[WHAT YOU HAVE TO DO]
Compute how many lines below contain the word "position" and respond with that number only.

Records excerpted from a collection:

----

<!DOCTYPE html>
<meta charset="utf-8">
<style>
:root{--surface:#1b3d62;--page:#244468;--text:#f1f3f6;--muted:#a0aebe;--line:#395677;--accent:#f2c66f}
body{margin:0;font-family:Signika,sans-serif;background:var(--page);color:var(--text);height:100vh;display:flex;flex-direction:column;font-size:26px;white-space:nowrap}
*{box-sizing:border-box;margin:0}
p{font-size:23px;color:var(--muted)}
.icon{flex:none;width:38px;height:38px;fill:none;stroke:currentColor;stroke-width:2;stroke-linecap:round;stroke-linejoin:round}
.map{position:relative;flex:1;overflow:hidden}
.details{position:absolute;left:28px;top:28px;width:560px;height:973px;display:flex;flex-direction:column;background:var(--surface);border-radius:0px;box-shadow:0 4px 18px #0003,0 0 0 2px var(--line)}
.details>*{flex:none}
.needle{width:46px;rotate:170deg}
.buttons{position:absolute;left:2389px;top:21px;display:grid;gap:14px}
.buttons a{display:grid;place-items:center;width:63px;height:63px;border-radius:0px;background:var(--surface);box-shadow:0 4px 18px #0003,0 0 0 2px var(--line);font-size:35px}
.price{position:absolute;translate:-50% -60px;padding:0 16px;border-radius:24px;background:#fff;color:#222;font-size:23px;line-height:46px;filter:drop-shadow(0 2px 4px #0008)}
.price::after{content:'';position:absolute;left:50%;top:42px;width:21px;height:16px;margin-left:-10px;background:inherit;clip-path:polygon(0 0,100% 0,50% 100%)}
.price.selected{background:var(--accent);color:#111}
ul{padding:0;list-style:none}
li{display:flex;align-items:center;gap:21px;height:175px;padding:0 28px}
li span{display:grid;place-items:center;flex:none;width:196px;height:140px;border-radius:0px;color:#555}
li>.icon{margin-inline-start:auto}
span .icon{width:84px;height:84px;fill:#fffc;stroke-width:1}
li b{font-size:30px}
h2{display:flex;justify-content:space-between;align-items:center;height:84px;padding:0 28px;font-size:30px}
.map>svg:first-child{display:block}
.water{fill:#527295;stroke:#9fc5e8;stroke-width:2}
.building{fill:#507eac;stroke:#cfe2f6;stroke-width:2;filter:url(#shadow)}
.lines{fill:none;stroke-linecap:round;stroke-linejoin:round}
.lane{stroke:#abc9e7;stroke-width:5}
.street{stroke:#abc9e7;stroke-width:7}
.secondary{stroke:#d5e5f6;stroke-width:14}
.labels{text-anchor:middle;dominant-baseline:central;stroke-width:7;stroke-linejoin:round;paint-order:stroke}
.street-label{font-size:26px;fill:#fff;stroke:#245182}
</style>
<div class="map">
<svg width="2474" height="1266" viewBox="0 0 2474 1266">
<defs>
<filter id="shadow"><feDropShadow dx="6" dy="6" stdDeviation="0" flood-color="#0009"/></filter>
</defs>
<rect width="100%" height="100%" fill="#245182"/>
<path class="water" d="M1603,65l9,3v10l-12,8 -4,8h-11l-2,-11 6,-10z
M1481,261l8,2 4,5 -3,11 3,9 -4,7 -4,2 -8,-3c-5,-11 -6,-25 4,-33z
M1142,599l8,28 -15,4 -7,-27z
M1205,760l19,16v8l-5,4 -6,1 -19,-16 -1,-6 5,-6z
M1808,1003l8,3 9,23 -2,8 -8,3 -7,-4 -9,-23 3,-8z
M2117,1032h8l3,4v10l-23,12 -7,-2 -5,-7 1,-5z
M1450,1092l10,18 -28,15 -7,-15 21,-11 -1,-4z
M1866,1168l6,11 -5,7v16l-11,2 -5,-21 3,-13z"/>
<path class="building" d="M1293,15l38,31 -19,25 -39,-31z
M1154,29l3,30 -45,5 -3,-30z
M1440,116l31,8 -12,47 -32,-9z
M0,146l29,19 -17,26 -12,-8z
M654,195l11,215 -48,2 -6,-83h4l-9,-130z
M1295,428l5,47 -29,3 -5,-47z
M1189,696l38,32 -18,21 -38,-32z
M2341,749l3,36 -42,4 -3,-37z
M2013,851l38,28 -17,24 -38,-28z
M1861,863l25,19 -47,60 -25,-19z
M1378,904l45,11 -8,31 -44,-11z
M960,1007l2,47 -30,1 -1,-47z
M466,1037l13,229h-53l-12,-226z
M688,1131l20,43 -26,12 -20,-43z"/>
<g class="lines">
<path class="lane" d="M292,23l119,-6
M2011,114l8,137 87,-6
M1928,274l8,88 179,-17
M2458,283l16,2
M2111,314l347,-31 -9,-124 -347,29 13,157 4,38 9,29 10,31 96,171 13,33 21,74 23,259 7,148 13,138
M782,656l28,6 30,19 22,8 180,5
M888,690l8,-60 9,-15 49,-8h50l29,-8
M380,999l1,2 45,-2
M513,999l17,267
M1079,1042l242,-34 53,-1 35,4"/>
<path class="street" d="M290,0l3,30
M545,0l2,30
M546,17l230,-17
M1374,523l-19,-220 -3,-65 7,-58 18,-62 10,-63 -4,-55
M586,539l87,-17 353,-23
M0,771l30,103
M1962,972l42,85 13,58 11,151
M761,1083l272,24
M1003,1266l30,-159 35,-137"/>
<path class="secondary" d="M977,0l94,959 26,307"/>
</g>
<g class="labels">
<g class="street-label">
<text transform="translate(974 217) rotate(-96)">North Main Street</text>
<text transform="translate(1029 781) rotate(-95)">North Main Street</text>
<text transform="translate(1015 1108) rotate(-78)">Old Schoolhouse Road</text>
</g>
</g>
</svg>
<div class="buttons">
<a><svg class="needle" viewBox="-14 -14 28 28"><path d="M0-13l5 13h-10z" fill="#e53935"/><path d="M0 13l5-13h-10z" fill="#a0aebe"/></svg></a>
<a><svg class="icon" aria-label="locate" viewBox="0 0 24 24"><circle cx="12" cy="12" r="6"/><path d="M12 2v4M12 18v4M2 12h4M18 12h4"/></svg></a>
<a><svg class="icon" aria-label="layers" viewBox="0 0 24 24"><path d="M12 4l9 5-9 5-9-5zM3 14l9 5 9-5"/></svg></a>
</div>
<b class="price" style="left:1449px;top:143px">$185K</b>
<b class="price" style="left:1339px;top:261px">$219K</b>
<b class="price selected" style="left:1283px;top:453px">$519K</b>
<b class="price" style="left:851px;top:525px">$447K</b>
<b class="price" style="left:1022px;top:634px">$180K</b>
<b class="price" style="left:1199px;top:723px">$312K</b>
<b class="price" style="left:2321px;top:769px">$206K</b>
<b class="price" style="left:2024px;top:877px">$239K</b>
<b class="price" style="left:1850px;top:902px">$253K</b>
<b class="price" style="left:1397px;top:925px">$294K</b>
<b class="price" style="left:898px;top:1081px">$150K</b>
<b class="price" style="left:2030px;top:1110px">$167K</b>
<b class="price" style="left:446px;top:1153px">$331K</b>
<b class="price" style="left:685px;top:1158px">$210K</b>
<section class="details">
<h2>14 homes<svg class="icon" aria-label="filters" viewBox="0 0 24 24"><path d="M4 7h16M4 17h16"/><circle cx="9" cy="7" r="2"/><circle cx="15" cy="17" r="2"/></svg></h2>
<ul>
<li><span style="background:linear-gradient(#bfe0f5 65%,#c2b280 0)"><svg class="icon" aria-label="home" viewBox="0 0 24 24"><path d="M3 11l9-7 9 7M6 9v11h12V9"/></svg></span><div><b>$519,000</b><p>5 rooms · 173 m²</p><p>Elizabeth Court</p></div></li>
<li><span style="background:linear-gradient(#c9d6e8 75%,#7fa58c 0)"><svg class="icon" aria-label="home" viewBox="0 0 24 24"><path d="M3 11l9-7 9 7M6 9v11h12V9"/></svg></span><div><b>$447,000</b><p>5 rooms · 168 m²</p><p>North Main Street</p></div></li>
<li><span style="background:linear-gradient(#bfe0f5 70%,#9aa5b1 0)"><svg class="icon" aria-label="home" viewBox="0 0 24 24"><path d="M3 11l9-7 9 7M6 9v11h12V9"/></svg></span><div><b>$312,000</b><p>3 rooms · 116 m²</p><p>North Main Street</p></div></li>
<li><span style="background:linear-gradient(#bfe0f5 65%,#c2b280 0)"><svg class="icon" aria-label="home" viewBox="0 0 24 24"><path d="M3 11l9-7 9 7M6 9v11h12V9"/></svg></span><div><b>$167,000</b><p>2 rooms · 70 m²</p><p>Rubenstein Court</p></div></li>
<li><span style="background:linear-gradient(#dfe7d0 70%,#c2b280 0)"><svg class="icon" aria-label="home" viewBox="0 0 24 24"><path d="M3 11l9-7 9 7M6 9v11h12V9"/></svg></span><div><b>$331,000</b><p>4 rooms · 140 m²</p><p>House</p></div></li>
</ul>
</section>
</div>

----

[YOUR SOLUTION]
5